Many states require workers’ compensation for any business with employees. Not being properly covered can result in fines.  If you were to compare the cost of a policy with the potential cost of just one lawsuit, it makes sense to be proactive and get proper coverage. Between 2016 and 2018 the average workers’ compensation claim at Farm Bureau Financial Services cost $21,100. Looking at just claims in which the employee lost time from work, the average cost increases to just over $60,000.

4. You Are Only Responsible for Accidents Determined to Be “Your Fault”

Workers’ compensation is a “no-fault” coverage. That means that if the injury occurs at work it is very likely to be covered. This is different than Employer’s Liability that requires negligence on the part of the employer for coverage to apply.

5. Benefits Are Only for a Certain Amount of Time

The length of workers’ compensation benefits can vary by state.

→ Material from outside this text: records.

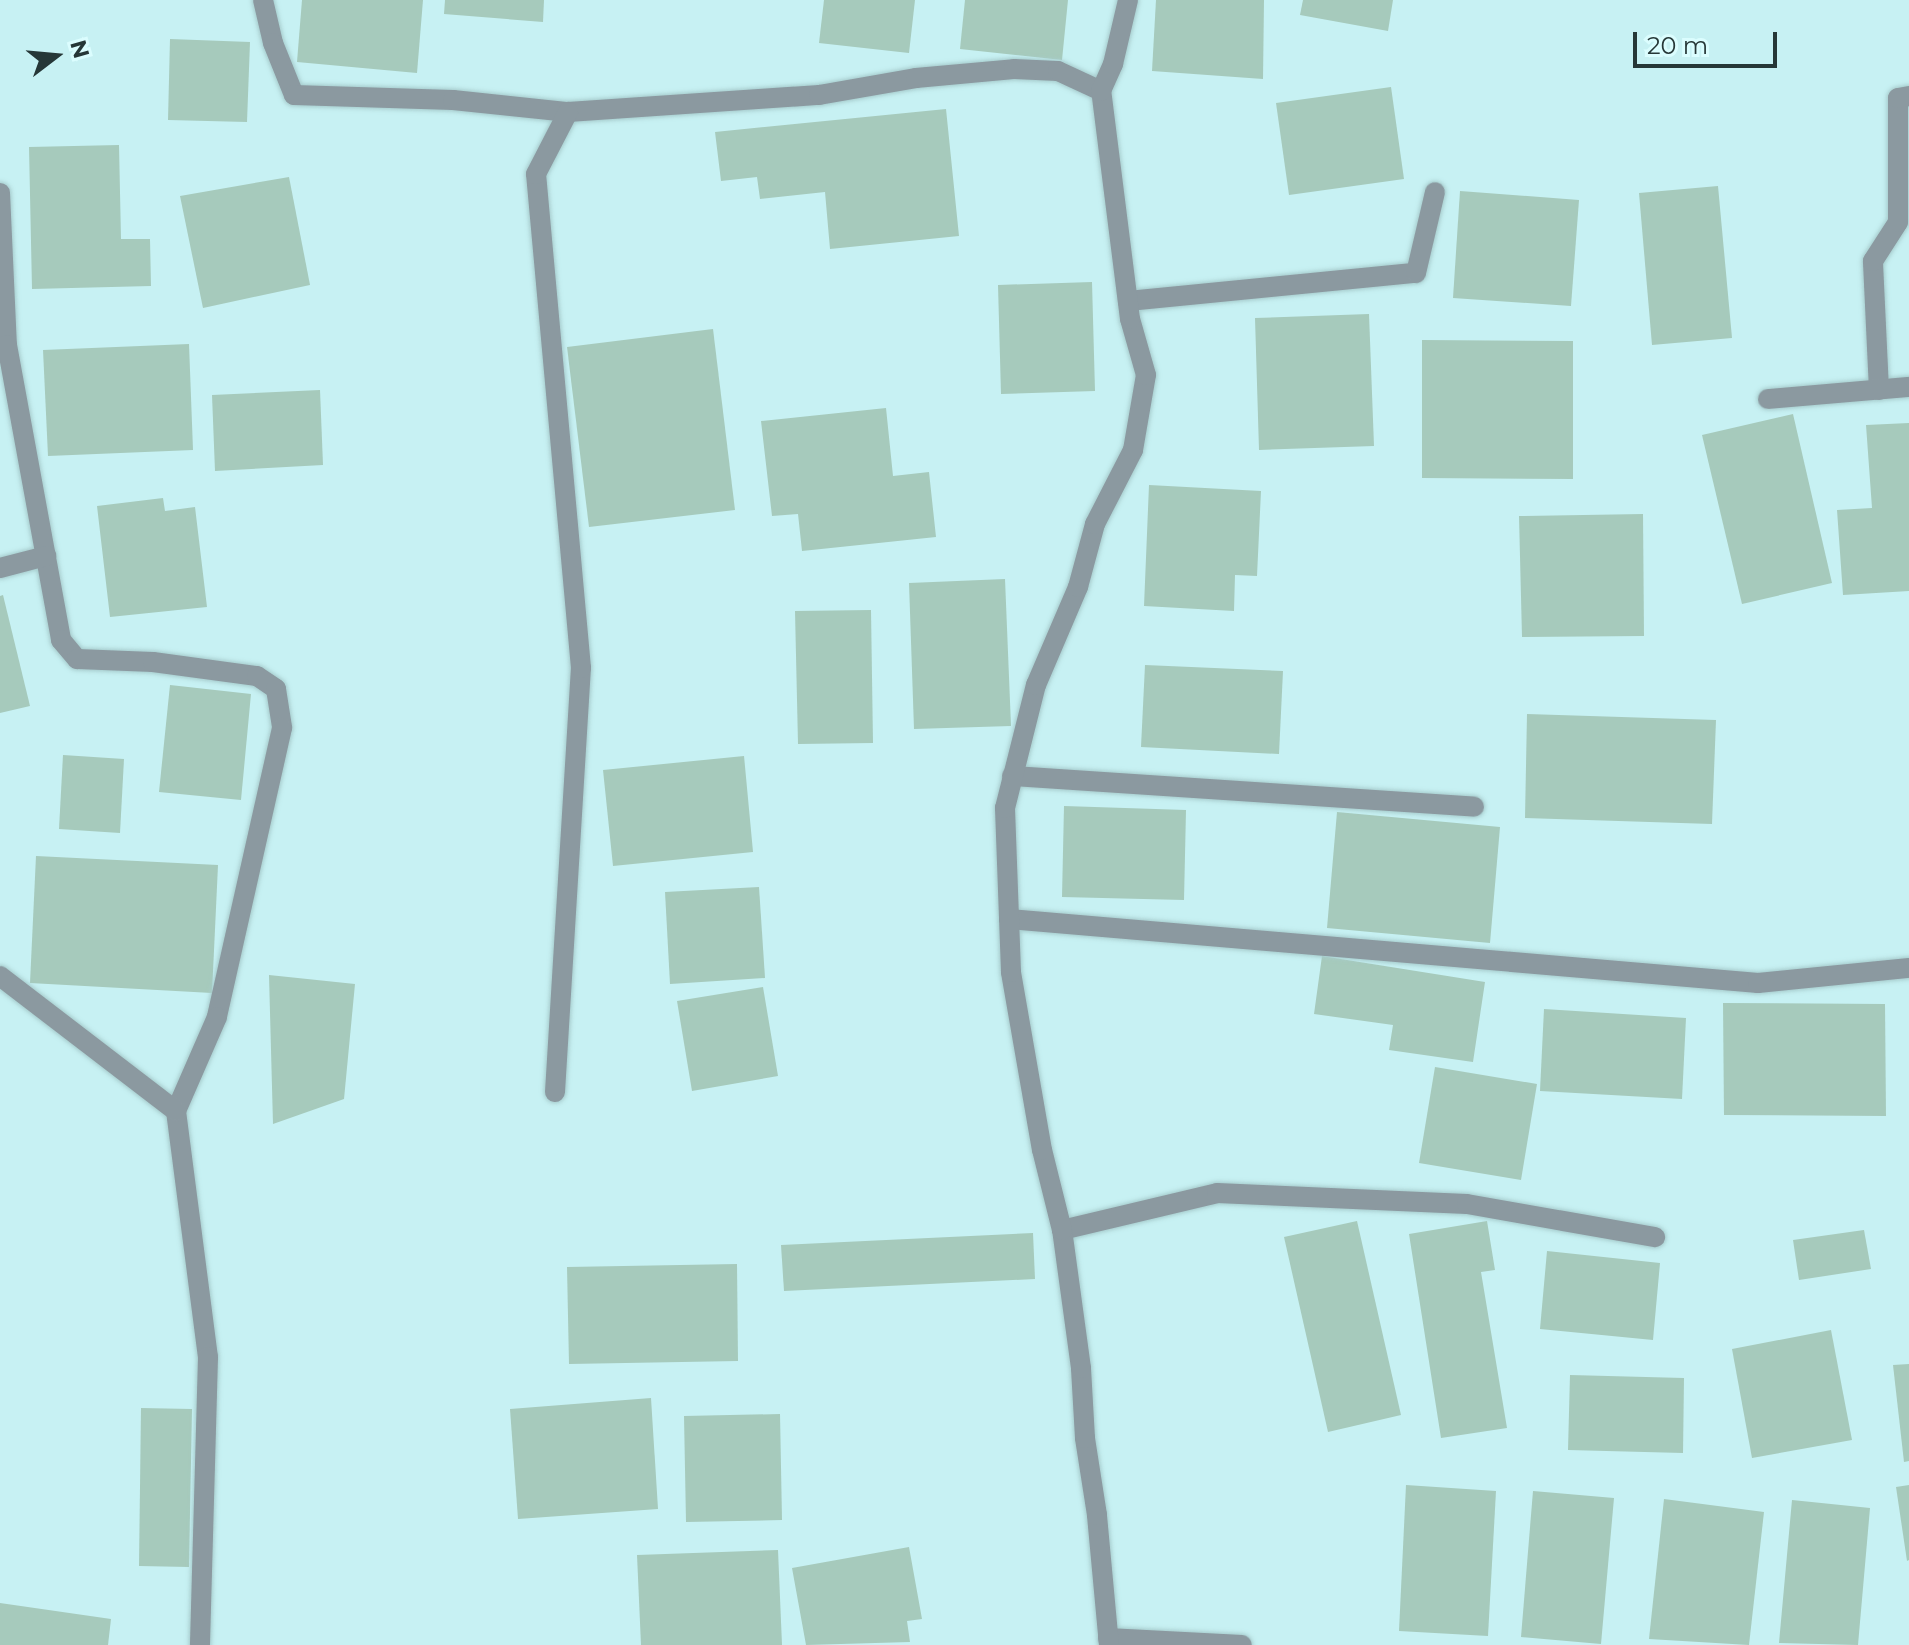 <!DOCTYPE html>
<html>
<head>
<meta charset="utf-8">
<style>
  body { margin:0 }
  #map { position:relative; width:1909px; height:1645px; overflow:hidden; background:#c7f1f3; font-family:Montserrat,sans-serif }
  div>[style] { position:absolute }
  .building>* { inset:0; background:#a6cabc }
  .roads { filter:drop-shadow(0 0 2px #a7cccd) drop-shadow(0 0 2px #a7cccd) }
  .street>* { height:20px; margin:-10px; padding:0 10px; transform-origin:10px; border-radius:10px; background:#8b99a0 }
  span { translate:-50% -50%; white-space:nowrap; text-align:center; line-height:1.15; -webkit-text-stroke:6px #dbfdfe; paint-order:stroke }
  .north { position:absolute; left:16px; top:16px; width:80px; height:80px; -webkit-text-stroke:6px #dbfdfe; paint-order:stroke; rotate:74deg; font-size:22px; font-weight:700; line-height:32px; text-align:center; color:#263737 }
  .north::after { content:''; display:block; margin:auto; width:28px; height:36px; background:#263737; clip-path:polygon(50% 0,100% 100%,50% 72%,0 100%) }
  .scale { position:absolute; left:1633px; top:32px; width:144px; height:36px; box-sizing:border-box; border:4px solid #263737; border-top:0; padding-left:10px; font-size:24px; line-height:28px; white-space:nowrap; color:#263737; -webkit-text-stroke:6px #dbfdfe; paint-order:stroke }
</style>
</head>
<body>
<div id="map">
  <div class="building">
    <i style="clip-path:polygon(302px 0,423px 0,417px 73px,297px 62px)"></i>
    <i style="clip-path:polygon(445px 0,544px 0,543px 22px,444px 14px)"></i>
    <i style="clip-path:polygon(824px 0,915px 0,909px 53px,819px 43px)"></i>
    <i style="clip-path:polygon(965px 0,1068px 0,1062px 60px,960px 49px)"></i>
    <i style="clip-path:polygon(1156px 0,1264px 0,1263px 79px,1152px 71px)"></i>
    <i style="clip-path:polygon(1303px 0,1393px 0,1388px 31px,1300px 15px)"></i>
    <i style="clip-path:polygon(170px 39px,250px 42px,247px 122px,168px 120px)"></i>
    <i style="clip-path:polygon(1391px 87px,1404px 179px,1289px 195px,1276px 103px)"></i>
    <i style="clip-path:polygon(946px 109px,959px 236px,830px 249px,825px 192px,760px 199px,757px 177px,721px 181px,715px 132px)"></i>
    <i style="clip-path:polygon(119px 145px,121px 239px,150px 239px,151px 286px,32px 289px,29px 147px)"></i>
    <i style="clip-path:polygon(289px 177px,310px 285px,203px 308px,180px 196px)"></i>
    <i style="clip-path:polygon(1718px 186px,1732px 338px,1652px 345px,1639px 193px)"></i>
    <i style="clip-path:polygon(1460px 191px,1579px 200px,1571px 306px,1453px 298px)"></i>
    <i style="clip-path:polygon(1092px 282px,1095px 391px,1001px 394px,998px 285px)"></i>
    <i style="clip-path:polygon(1369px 314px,1374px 446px,1259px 450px,1255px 318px)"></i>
    <i style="clip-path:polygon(713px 329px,735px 510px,589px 527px,567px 347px)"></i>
    <i style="clip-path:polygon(1422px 340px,1573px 341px,1573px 479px,1422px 478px)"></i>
    <i style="clip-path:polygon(189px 344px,193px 450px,48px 456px,43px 350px)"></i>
    <i style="clip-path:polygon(320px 390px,323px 465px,215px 471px,212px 395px)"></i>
    <i style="clip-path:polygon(886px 408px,893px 476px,929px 472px,936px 537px,802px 551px,798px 514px,772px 516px,761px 421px)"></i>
    <i style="clip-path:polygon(1793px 414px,1832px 583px,1742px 604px,1702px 435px)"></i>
    <i style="clip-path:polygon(1909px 423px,1909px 591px,1843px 595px,1837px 510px,1872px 508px,1866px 425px)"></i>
    <i style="clip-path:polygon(1149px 485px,1261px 491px,1257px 576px,1235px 575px,1234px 611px,1144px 606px)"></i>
    <i style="clip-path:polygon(163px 498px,165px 511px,195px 507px,207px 607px,110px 617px,97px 506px)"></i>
    <i style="clip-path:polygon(1643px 514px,1644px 636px,1522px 637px,1519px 516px)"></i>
    <i style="clip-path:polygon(1005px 579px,1011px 726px,914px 729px,909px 583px)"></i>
    <i style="clip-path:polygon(3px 595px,30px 706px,0 713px,0 596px)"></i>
    <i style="clip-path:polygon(871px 610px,873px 743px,798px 744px,795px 611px)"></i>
    <i style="clip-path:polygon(1145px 665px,1283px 671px,1279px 754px,1141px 747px)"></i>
    <i style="clip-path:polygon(170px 685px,251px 694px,241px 800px,159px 792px)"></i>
    <i style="clip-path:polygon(1527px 714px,1716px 720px,1712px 824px,1525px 818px)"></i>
    <i style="clip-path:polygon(63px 755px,124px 759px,120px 833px,59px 829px)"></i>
    <i style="clip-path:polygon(744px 756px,753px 852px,613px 866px,603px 770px)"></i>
    <i style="clip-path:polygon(1064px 806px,1186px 810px,1184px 900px,1062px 897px)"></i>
    <i style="clip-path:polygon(1337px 812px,1500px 827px,1490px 943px,1327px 928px)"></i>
    <i style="clip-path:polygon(36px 856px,218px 865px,212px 993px,30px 983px)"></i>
    <i style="clip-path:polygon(759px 887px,765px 978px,670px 984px,665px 892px)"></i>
    <i style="clip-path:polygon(1322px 956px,1485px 982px,1473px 1062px,1389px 1050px,1393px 1025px,1314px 1014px)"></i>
    <i style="clip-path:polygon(269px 975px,355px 984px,344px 1099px,273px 1124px)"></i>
    <i style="clip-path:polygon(763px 987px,778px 1076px,692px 1091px,677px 1001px)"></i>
    <i style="clip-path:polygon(1723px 1003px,1885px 1004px,1886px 1116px,1724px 1115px)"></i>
    <i style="clip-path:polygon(1544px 1009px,1686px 1018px,1682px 1099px,1540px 1091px)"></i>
    <i style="clip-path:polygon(1435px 1067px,1537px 1084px,1521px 1180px,1419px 1163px)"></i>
    <i style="clip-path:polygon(1357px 1221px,1401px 1415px,1328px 1432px,1284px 1237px)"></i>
    <i style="clip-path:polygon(1487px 1221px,1495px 1270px,1481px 1272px,1507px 1428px,1441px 1438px,1409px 1234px)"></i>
    <i style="clip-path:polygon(1864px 1230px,1871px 1269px,1799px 1280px,1793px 1240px)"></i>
    <i style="clip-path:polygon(1033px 1233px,1035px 1279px,784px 1291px,781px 1245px)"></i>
    <i style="clip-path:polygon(1547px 1251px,1660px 1263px,1653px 1340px,1540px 1329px)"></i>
    <i style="clip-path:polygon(737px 1264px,738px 1361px,569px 1364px,567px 1267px)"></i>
    <i style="clip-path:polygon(1831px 1330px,1852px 1440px,1752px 1458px,1732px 1349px)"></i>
    <i style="clip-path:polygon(1909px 1364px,1909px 1461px,1904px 1462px,1893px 1365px)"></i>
    <i style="clip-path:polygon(1570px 1375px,1684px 1378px,1683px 1453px,1568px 1450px)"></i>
    <i style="clip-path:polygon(651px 1398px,658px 1509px,518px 1519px,510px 1409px)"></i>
    <i style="clip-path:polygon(141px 1408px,192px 1409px,189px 1567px,139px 1566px)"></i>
    <i style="clip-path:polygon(780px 1414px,782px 1520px,686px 1522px,684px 1416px)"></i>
    <i style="clip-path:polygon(1406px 1485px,1496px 1491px,1488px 1636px,1399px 1631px)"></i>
    <i style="clip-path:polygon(1909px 1485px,1909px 1560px,1907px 1561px,1896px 1487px)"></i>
    <i style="clip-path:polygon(1533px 1491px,1614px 1498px,1601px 1644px,1521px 1637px)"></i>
    <i style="clip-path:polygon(1664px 1499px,1764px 1512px,1749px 1645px,1649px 1639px)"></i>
    <i style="clip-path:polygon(1792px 1500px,1870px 1508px,1858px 1645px,1779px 1643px)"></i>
    <i style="clip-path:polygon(909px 1547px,922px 1619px,907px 1621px,910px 1642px,806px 1645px,792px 1568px)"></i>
    <i style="clip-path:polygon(778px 1550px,782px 1645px,641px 1645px,637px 1555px)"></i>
    <i style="clip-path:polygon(0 1603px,111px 1619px,108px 1645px,0 1645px)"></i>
  </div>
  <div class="roads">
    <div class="street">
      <i style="left:263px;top:0;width:44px;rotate:76.9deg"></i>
      <i style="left:273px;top:43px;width:56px;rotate:68deg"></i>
      <i style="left:294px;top:95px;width:159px;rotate:1.8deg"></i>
      <i style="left:453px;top:100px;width:116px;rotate:6deg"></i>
      <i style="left:568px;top:112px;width:252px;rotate:-3.9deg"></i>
      <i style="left:819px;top:95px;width:98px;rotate:-9.9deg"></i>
      <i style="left:916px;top:78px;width:98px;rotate:-5.2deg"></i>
      <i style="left:1014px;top:69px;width:44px;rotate:2.6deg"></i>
      <i style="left:1058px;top:71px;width:47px;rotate:24.9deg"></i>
      <i style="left:0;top:193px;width:152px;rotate:87.4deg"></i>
      <i style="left:7px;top:345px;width:300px;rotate:79.6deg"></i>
      <i style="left:61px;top:640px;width:25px;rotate:50deg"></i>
      <i style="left:77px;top:659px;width:76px;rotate:2.3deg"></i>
      <i style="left:153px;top:662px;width:105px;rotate:7.7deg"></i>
      <i style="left:257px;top:676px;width:23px;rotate:34deg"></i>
      <i style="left:276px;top:689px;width:39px;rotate:81deg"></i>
      <i style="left:282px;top:728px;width:296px;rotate:102.7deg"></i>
      <i style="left:217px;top:1017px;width:103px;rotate:113.6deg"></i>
      <i style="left:176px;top:1111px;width:248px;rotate:82.6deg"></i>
      <i style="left:208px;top:1357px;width:288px;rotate:91.6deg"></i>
      <i style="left:1128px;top:301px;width:289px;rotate:-5.6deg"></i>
      <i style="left:1416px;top:273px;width:83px;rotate:-76.8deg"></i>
      <i style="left:1879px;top:390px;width:129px;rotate:-92.7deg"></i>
      <i style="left:1873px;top:261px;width:46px;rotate:-57.3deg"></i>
      <i style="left:1898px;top:222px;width:124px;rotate:-90deg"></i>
      <i style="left:1898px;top:98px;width:11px;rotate:-10deg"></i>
      <i style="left:1768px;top:399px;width:142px;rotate:-4.9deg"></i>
      <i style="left:0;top:568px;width:48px;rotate:-14.6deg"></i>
      <i style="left:1012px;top:776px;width:463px;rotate:3.8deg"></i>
      <i style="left:1009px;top:919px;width:752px;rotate:4.88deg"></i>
      <i style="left:1758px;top:983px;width:152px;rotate:-5.7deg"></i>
      <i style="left:0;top:976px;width:222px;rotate:37.5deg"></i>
      <i style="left:555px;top:1092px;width:425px;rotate:-86.5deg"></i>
      <i style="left:581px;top:668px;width:496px;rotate:-95.2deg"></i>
      <i style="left:536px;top:174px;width:70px;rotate:-62.7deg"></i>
      <i style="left:1062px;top:1230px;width:159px;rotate:-13.4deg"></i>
      <i style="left:1217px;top:1193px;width:250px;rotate:2.5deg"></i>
      <i style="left:1467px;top:1204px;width:191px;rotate:10deg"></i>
      <i style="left:1108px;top:1638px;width:134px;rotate:3deg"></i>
      <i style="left:1109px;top:1645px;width:131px;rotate:-95.3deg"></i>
      <i style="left:1097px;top:1515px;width:78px;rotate:-98.9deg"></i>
      <i style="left:1085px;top:1438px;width:70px;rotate:-93.3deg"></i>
      <i style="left:1081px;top:1368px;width:139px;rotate:-97.8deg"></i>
      <i style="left:1062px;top:1230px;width:82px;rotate:-104deg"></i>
      <i style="left:1042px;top:1150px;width:181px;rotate:-99.9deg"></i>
      <i style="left:1011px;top:972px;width:164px;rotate:-92.1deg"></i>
      <i style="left:1005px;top:808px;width:127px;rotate:-75.9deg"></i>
      <i style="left:1036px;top:685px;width:107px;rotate:-66.8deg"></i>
      <i style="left:1078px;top:587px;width:65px;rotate:-74.9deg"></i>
      <i style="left:1095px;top:524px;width:83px;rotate:-62.8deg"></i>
      <i style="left:1133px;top:450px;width:76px;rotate:-80.2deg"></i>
      <i style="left:1146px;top:375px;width:58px;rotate:-105.9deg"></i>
      <i style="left:1130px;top:319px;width:230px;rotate:-97.2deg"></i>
      <i style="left:1101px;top:91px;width:30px;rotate:-66deg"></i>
      <i style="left:1113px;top:64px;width:66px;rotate:-76.8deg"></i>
    </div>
  </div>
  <div class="north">N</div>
  <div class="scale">20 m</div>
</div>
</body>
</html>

There are different types of disability:

  • Temporary partial disability
  • Temporary total disability
  • Permanent partial disability
  • Permanent total disability
  • Vocational rehabilitation
  • Death benefits

6. I Have an Ag Operation so I Don’t Need Workers’ Compensation

Many farmers believe they qualify for an ag exemption, which can vary by state. The problem is that in many cases the farmer is being sued and only then finds out the court did not agree they were exempt. This may be due to the activity an employee was doing at the time of the injury, the legal make-up of the operation, or other issues. This can be very costly.

Depending on the injury, you could be paying benefits for the injured worker’s lifetime. Having workers’ compensation coverage will help you protect your employees without emptying your pockets or having to shut down your business.